La conscience dévoyée fonctionne, elle, avec vigueur et ostentation. Elle trouve dans l’histoire plus d’un modèle. Que de procès politiques ont déshonoré la justice ! Il y a des consciences installées sur le même plan que certains tribunaux corrompus. L’orgueil, le vice ou la peur y rendent des arrêts qu’applique aussitôt une force aveugle ou mercenaire. L’intérieur de ces consciences dévoyées présente un affreux spectacle. Le pire est qu’elles n’appartiennent pas toujours à des criminels mais à des êtres socialement étiquetés comme « honnêtes gens ». Bien des criminels possèdent des consciences endormies alors que des citoyens honorés pour la tenue extérieure de leur existence laissent entrevoir les bas-fonds de leurs consciences dévoyées…

La conscience alerte l’est à un degré plus ou moins marqué. Elle n’atteint pas à la perfection qui n’est pas de ce monde mais elle maintient l’homme sur la brêche de sa propre imperfection, prêt à lutter honnêtement contre lui-même.

La conscience alerte est souvent inexperte, maladroite, parce qu’elle n’a pas été éduquée et entraînée comme elle devait l’être.

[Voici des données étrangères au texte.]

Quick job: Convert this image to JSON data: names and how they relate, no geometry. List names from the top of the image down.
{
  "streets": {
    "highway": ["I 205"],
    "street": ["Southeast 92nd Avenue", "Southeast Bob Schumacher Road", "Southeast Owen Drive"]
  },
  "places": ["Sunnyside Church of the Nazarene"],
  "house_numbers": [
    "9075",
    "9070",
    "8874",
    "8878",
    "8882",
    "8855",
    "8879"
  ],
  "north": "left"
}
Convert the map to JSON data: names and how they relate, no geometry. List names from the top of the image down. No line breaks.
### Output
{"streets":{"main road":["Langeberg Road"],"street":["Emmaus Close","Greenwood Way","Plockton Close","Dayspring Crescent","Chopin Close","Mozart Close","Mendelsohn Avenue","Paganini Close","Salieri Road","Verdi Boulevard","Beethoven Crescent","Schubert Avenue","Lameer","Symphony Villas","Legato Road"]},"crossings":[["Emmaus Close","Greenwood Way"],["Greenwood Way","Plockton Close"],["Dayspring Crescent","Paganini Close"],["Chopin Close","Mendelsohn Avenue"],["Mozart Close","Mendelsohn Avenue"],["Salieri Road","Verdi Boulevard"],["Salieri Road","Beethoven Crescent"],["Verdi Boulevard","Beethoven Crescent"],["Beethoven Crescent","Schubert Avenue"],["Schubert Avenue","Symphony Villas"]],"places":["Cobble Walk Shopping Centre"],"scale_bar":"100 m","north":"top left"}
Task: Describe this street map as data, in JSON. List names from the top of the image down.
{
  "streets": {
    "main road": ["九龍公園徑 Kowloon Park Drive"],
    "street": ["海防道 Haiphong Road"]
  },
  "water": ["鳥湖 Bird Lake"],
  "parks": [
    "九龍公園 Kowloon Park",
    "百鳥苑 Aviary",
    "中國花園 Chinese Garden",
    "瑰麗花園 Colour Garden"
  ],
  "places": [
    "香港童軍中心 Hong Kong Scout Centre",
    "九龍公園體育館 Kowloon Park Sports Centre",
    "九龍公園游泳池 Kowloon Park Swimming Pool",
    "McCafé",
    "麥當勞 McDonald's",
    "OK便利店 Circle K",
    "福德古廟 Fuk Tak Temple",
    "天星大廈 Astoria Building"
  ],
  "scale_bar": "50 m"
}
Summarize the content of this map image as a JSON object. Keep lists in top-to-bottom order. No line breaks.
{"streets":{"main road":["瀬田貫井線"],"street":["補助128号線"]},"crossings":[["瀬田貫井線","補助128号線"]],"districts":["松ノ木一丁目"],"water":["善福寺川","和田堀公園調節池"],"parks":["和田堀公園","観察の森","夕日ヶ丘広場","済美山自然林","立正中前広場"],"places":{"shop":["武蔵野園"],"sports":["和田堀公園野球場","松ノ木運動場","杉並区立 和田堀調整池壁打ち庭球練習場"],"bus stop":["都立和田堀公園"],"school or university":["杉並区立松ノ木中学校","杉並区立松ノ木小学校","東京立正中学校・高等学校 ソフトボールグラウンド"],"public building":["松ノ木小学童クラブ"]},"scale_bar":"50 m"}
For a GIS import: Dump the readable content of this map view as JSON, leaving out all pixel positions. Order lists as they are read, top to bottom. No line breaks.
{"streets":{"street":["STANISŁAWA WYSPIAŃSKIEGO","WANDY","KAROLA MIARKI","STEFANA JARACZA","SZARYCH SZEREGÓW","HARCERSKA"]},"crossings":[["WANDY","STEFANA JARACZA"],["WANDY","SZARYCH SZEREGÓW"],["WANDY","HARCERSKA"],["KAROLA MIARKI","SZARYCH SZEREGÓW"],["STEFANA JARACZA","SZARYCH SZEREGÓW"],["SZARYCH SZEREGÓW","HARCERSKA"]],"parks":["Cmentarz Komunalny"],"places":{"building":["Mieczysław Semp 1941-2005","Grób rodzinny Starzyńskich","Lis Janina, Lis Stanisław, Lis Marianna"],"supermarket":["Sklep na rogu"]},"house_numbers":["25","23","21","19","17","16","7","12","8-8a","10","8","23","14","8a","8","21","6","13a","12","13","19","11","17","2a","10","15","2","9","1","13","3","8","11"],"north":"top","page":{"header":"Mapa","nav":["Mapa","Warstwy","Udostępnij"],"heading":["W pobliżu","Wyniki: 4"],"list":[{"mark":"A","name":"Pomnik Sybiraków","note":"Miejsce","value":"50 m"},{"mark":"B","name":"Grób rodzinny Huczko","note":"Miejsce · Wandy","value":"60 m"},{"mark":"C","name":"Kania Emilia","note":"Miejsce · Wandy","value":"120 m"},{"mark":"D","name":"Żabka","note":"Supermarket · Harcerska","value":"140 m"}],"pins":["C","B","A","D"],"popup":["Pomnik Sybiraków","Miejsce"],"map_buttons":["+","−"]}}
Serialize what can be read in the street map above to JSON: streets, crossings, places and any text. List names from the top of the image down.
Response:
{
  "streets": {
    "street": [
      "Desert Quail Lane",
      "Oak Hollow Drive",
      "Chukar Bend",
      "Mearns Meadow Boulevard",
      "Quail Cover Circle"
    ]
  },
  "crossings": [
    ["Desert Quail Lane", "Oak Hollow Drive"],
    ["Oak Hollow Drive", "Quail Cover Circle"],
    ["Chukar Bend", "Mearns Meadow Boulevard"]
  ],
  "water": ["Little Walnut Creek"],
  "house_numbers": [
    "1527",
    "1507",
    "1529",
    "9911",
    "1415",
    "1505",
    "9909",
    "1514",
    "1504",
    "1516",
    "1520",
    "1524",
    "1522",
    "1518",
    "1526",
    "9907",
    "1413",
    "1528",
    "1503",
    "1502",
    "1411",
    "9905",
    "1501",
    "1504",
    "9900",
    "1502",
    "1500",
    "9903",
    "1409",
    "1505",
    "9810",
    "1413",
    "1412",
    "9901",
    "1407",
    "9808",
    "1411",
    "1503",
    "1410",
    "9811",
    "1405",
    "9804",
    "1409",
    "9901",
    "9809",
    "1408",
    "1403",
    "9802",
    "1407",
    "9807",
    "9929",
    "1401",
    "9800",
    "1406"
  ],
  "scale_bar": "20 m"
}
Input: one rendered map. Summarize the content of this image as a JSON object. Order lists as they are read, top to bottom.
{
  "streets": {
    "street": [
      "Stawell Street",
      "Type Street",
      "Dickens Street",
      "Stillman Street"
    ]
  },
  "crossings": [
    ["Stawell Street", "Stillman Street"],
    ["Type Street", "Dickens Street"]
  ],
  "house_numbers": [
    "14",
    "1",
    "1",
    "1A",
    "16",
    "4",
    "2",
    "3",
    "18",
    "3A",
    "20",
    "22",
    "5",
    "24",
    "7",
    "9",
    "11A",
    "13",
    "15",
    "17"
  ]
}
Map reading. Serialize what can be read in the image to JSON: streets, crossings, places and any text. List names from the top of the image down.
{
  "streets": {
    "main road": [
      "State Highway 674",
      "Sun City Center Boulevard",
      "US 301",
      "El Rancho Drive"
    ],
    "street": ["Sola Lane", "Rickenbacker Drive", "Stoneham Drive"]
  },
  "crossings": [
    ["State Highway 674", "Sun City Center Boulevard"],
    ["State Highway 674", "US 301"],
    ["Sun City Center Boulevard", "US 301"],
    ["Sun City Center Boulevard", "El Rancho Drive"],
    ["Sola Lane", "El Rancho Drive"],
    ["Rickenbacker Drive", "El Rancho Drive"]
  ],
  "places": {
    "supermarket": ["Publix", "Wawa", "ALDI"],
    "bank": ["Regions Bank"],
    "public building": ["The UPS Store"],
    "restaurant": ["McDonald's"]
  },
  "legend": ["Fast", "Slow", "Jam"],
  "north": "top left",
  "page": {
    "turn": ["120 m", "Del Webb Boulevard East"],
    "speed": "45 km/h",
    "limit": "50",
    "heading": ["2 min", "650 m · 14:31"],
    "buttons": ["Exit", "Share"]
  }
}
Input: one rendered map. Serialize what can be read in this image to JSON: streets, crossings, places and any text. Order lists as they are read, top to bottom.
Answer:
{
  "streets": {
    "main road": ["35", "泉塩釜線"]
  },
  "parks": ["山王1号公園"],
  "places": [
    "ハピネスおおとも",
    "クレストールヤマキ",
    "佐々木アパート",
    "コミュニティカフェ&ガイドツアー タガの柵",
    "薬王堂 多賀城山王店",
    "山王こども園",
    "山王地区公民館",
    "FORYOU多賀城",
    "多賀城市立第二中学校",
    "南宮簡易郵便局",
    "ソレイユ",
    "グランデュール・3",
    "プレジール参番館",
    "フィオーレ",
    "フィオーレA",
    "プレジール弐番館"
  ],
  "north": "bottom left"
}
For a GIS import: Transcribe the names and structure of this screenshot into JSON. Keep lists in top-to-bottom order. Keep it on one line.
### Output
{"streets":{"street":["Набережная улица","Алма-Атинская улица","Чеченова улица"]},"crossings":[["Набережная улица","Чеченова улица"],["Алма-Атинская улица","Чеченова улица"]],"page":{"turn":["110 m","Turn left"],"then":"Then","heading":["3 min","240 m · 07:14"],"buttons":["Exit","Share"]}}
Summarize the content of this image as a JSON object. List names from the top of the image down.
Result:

Il faut se garder de faire germer dans ce sol délicat la plante douteuse qu’on nomme le scrupule. Il risque d’en sortir toute une végétation fâcheusement touffue. Le scrupule se multiplie, sans mesure et produit l’hésitation, la timidité, l’inquiétude maladive. Sa façon de s’exprimer, c’est le point d’interrogation. Il le pose inlassablement et ne répond pas. Pour reprendre notre comparaison, il provoque le tribunal à une sorte de session perpétuelle où les causes enchevêtrées et toujours renaissantes ne seraient, somme toute, ni bien instruites, ni sainement plaidées, ni définitivement jugées. Le résultat d’une telle activité n’offre pas de garanties. Il est assez fréquent comme l’a écrit un romancier moraliste, « qu’une conscience scrupuleuse et une âme égoïste se prêtent un appui réciproque. »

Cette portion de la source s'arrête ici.